In terms of the main radiographic parameters for the patients in the AIS and PAIS groups, the coronal MC, sagittal TK, and CB and sagittal balance of the two groups were significantly better immediately post-operatively than preoperatively, and there was no significant orthopedic loss at the last follow-up. There was no significant difference in the radiographic parameters at the last follow-up between the groups. In terms of the clinical function scores, the ODI and SRS-22 clinical function scores were significantly better immediately post-operatively than preoperatively, and the effects continued until the last follow-up. There was no significant difference in the clinical function scores at the last follow-up between groups. A comparative summary of the post-operative clinical radiographic data of the patients with AIS and PAIS associated with single syringomyelia is shown in Table 2.
Table 2
Parameter | AIS | PAIS | P value |
---|---|---|---|
MC | |||
Immediate post-op | |||
Magnitude (degree) | 21.2 [2.6–43.1] | 18.3 [6.3–36.1] | 0.81 |
Correction rate (%) | 74.6 [64.1–94.2] | 76.1 [64.3–96.1] | 0.11 |
Last follow-up | |||
Magnitude (degree) | 22.2 [4.3–66.2] | 20.4 [6.1–58.7] | 0.21 |
Correction rate (%) | 73.4 [62.1–96.3] | 74.4 [63.1–94.2] | 0.23 |
Correction loss (%) | 3.1 [−7.3–7.4] | 2.1 [−7.1–8.5] | 0.45 |
CB (mm) | |||
Immediate post-op | 10.2 [0.2–38.4] | 11.4 [0.1–40.1] | 0.18 |
Last follow-up | 9.6 [0.2–41.3] | 11.1 [2.1–38.4] | 0.20 |
TK (°) | |||
Immediate post-op | 43.6 [10.1–62.3] | 42.5 [8.2–58.7] | 0.23 |
Last follow-up | 41.3 [8.6–56.4] | 42.1 [10.2–58.9] | 0.31 |
SVA (mm) | |||
Immediate post-op | −7.3 [−112.1–92.4] | −6.7 [−98.3–78.2] | 0.22 |
Last follow-up | −15.3 [−96.2–79.1] | −13.4[−92.1–74.3] | 0.27 |
ODI | |||
Immediate post-op | 15.3 [6–23] | 15.7 [5–24] | 0.53 |
Last follow-up | 12.2 [4–20] | 11.8 [5–21] | 0.52 |
SRS-22 | |||
Immediate post-op | 96.5 [82–101] | 95.7 [78–99] | 0.31 |
Last follow-up | 96.2 [84–101] | 95.9 [77–98] | 0.44 |
Data are presented as mean [range]. AIS, adolescent idiopathic scoliosis; PAIS, presumed adolescent idiopathic scoliosis; MC, main curve (Cobb angle); CB, coronal balance; TK, thoracic kyphosis; SVA, sagittal vertical axis; ODI, Oswestry disability index; SRS-22, Scoliosis Research Society-22.

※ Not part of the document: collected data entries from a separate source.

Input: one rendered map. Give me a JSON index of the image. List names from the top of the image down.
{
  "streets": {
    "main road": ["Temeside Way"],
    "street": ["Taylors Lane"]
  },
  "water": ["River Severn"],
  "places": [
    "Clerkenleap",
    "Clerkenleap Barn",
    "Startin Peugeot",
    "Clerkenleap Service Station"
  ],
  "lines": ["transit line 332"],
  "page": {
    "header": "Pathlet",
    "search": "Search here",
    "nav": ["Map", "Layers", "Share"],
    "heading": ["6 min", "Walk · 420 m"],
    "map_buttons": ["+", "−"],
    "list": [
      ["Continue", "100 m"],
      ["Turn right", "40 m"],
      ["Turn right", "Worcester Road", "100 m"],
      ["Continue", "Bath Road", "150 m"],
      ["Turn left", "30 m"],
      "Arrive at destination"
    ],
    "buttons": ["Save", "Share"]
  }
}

In relation to the change in the overall length of the spinal canal (C1–L2), in the AIS group, the overall length of the spinal canal increased by 5.6 mm (4.3–7.1 mm) from 443.8 mm (387.6–462.1 mm) pre-operatively to 449.4 mm (393.4–465.1 mm) post-operatively, and the improvement rate was 1.3% (0.9–1.5%). While in the PAIS group, the overall length of the spinal canal increased by 5.5 mm (4.4–6.7 mm) from 410.5 mm (384.5–452.1 mm) pre-operatively to 416.0 mm (387.5–458.2 mm) post-operatively, and the improvement rate was 1.3% (0.8–1.5%). There was a significant difference in the pre-operative and post-operative total lengths of the spinal canal in both groups (P<0.05), but there were no statistically significant differences in the changes and improvement rates of the total lengths of the spinal canal between the two groups.

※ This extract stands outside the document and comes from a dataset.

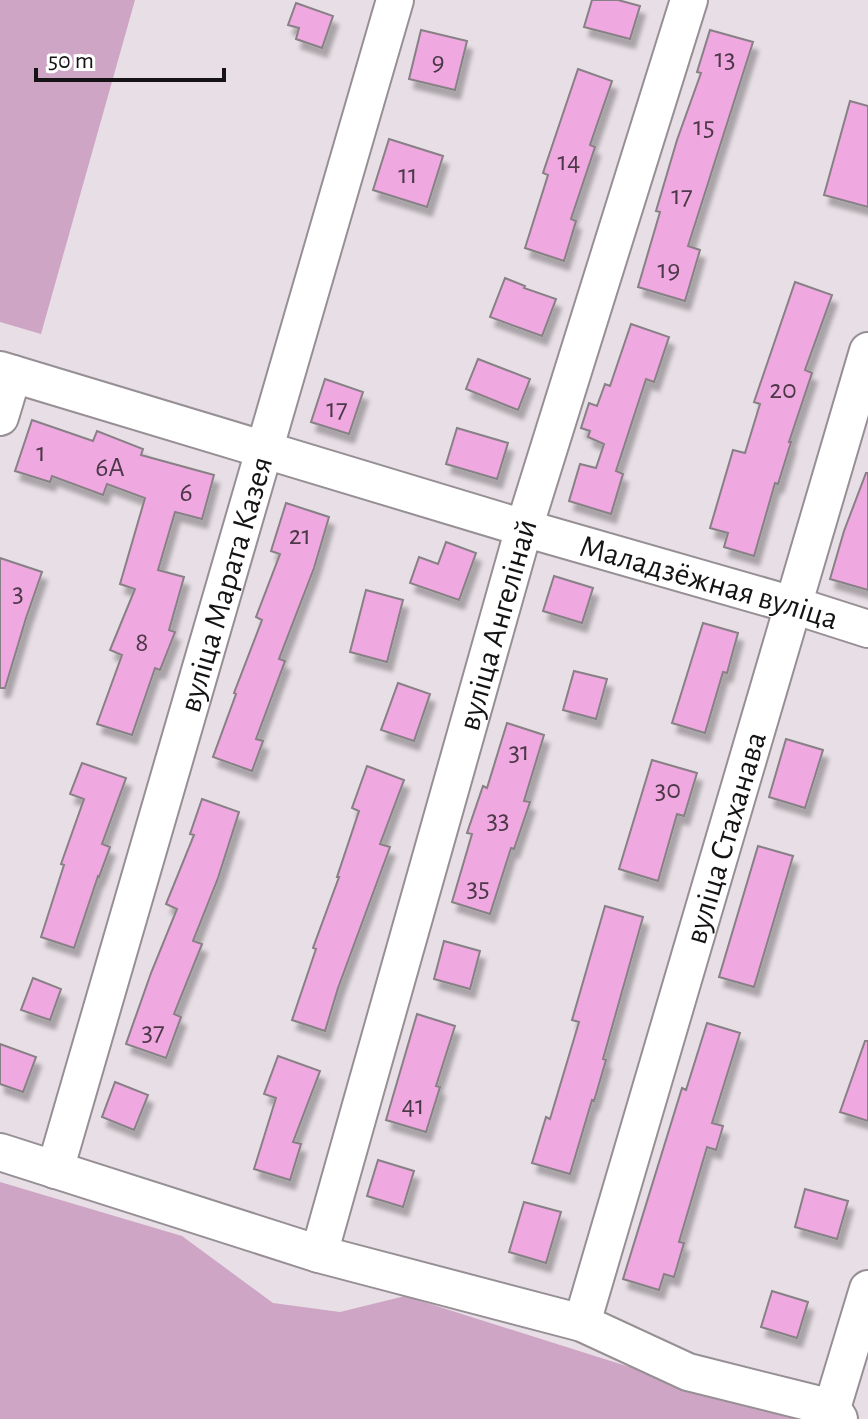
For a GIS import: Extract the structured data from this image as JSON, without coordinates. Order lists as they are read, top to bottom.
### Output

In relation to the change in the length of the entire cervical spinal canal (C1–C7), in the AIS group, the length of the cervical spinal canal increased by 0.6 mm (0.2–1.0 mm) from 93.1 mm (86.2–97.1 mm) pre-operatively to 93.7 mm (87.1–97.6 mm) post-operatively, and the improvement rate was 0.64% (0.4–1.4%). While in the PAIS group, the length of the cervical spinal canal increased by 0.5 mm (0.3–1.2 mm) from 87.2 mm (82.5–96.2 mm) pre-operatively to 87.7 mm (83.2–97.4 mm) post-operatively, and the improvement rate was 0.57% (0.5–1.7%). There was no statistically significant difference in the length of the cervical spinal canal before and after the operation, or in the changes in the spinal canal and the change rate between the two groups.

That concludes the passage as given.